Jackson Jambalaya is the home of Trollfest '07. Catch this great event which promises to leave NE Jackson & Fondren in flames. Sonjay Poontang and his band headline the night with a special steel cage, no time limit "loser must leave town" bout between Alan Lange and "Big Cat"Donna Ladd following afterwards. Kamikaze will perform his new song F*** Bush, he's still a _____. Did I mention there was no referee? Dr. Heddy Matthias and Lori Gregory will face off in the undercard dueling with dangling participles and other um, devices. Robbie Bell will perform Her two latest songs: My Best Friends are in the Media and Mama's, Don't Let Your Babies Grow up to be George Bell. Sid Salter of The Clarion-Ledger will host "Pin the Tail on the Trial Lawyer", sponsored by State Farm.

There will be a hugging booth where in exchange for your young son, Frank Melton will give you a loooong hug. Trollfest will have a dunking booth where Muhammed the terrorist will curse you to Allah as you try to hit a target that will drop him into a vat of pig grease. However, in the true spirit of Separate But Equal, Don Imus and someone from NE Jackson will also sit in the dunking booth for an equal amount of time. Tom Head will give a reading for two hours on why he can't figure out who the hell he is. Cliff Cargill will give lessons with his .80 caliber desert eagle, using Frank Melton photos as targets. Tackleberry will be on hand for an autograph session. KIM Waaaaaade will be passing out free titles and deeds to crackhouses formerly owned by The Wood Street Players.

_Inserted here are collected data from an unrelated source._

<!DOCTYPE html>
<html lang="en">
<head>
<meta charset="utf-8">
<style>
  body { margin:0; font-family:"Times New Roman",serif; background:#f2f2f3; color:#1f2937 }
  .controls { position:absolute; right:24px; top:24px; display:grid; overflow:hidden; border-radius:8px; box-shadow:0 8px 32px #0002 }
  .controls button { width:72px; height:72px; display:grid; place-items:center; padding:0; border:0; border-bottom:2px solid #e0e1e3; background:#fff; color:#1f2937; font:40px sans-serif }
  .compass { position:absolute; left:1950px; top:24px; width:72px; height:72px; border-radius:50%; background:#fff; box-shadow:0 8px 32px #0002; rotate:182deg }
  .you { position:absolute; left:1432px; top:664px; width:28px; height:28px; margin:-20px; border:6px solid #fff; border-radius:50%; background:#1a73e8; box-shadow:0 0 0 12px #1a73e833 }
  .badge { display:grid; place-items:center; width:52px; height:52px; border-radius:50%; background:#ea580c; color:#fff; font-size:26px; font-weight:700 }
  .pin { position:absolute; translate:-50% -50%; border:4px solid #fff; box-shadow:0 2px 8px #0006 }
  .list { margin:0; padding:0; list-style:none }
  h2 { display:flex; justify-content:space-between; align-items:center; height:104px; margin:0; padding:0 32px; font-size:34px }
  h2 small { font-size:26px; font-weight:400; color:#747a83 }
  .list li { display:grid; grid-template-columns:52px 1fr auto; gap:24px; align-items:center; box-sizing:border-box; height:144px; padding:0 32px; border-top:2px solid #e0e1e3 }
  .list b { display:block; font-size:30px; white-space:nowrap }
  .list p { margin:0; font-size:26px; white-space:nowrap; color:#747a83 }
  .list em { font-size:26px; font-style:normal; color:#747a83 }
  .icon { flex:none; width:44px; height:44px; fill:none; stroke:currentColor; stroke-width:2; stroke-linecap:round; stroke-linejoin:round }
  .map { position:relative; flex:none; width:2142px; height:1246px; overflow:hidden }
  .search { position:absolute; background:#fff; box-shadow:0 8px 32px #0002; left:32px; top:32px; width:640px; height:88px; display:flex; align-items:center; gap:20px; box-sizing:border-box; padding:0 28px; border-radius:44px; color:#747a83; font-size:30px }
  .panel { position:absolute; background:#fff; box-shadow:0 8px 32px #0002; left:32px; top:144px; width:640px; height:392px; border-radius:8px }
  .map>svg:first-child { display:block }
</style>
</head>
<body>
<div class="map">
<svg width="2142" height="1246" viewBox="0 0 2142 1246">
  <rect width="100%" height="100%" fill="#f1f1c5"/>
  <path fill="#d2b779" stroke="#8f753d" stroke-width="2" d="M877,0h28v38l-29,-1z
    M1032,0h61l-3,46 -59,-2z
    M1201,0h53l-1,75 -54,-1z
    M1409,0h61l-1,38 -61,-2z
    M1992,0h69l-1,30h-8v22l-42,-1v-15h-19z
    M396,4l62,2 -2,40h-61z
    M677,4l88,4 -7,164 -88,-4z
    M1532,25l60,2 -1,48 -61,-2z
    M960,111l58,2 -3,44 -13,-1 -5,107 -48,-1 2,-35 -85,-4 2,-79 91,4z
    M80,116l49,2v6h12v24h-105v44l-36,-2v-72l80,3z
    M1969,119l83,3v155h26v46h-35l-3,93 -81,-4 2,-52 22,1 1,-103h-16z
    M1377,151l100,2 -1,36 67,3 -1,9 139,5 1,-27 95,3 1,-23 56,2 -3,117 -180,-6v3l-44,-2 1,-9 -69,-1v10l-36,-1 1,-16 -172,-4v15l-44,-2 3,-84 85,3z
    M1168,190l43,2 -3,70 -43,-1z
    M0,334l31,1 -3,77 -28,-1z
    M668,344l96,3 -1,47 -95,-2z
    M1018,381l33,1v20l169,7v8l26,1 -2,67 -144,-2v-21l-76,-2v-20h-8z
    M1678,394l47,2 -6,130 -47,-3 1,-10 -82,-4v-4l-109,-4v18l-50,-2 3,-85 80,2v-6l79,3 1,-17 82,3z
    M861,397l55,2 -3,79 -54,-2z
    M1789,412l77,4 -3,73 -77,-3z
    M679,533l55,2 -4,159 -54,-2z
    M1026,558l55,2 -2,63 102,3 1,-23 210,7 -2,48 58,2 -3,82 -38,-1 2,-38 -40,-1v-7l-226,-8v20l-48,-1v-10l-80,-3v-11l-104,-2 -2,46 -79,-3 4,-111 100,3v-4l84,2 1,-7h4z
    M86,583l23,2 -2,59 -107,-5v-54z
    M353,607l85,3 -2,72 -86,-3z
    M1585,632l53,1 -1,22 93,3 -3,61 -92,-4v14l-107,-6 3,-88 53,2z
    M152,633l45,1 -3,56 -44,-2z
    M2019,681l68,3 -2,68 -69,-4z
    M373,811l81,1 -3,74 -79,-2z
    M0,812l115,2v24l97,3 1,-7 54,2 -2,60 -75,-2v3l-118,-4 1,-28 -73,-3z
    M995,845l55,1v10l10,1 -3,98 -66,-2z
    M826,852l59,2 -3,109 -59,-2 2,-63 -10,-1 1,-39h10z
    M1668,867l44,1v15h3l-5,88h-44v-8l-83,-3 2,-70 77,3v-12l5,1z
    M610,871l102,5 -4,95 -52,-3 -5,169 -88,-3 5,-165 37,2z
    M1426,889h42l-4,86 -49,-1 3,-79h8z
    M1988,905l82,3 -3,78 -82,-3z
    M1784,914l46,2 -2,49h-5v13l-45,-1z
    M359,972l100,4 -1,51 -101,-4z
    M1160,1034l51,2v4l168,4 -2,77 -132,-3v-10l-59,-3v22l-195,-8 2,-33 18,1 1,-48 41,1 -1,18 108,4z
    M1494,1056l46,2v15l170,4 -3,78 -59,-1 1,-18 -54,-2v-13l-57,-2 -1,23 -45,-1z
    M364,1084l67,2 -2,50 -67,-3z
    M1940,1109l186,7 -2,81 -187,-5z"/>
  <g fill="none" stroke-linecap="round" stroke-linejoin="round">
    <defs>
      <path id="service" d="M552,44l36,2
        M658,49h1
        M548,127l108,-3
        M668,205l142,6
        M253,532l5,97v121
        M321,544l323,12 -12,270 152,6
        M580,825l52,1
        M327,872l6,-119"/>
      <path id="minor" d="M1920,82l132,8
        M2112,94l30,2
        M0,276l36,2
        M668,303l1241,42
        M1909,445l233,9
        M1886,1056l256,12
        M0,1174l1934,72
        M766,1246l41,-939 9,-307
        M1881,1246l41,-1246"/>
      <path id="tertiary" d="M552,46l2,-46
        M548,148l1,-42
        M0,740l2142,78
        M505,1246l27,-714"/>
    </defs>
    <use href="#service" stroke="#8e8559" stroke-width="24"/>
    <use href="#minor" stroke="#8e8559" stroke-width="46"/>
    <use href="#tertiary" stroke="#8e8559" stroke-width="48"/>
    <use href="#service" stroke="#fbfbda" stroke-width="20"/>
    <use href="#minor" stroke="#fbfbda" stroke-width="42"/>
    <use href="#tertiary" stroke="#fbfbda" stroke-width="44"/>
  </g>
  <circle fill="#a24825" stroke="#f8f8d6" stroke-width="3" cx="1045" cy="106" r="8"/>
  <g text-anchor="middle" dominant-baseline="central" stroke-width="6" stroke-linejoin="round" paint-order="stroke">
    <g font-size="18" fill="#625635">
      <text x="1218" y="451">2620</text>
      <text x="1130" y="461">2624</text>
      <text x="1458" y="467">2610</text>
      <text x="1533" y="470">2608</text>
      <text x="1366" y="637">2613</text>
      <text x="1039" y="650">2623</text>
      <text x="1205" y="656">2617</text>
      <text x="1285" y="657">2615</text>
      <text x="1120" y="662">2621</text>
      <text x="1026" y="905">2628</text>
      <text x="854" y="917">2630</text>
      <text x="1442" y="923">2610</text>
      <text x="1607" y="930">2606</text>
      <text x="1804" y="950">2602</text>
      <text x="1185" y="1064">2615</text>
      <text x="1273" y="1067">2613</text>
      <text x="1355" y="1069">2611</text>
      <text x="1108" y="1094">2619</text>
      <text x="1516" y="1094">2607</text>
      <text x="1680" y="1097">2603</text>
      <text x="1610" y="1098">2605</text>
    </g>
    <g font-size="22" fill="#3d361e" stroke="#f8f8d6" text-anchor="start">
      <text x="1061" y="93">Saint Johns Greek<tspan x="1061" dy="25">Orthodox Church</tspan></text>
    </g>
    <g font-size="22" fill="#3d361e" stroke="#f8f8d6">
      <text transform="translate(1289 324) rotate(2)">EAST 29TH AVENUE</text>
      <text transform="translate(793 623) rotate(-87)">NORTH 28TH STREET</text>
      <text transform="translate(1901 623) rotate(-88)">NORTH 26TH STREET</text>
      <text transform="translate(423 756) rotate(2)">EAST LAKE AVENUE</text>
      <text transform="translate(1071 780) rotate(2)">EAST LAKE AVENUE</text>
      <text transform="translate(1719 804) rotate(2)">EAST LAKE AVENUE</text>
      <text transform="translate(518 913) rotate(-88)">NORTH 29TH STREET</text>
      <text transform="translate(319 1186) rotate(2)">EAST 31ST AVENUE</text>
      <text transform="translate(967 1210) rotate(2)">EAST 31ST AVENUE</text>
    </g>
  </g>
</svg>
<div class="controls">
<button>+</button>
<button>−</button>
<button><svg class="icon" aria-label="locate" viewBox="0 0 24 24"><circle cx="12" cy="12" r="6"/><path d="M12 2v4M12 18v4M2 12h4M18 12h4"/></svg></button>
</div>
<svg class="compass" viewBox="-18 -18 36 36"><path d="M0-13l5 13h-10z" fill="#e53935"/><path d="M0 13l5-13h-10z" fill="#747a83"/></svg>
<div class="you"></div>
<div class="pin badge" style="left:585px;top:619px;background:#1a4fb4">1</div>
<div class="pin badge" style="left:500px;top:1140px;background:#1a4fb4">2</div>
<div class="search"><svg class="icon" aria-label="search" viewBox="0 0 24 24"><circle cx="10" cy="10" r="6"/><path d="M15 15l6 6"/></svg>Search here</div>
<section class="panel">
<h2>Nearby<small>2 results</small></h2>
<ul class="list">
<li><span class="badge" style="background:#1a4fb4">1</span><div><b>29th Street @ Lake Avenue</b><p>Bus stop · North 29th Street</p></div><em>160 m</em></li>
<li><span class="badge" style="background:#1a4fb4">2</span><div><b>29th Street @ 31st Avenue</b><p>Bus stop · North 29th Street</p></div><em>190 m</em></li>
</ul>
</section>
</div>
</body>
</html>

If you get tired come relax at the Fox News Tent. To gain admittance to the VIP section, bring either your Republican Party ID card or a Rebel Flag. Bringing both will entitle you to free drinks.Get your tickets now. Since this is an event for trolls, no ID is required, just bring the hate. Bring the family, Trollfest '07 is for EVERYONE!!!

This is definitely a Beaver production.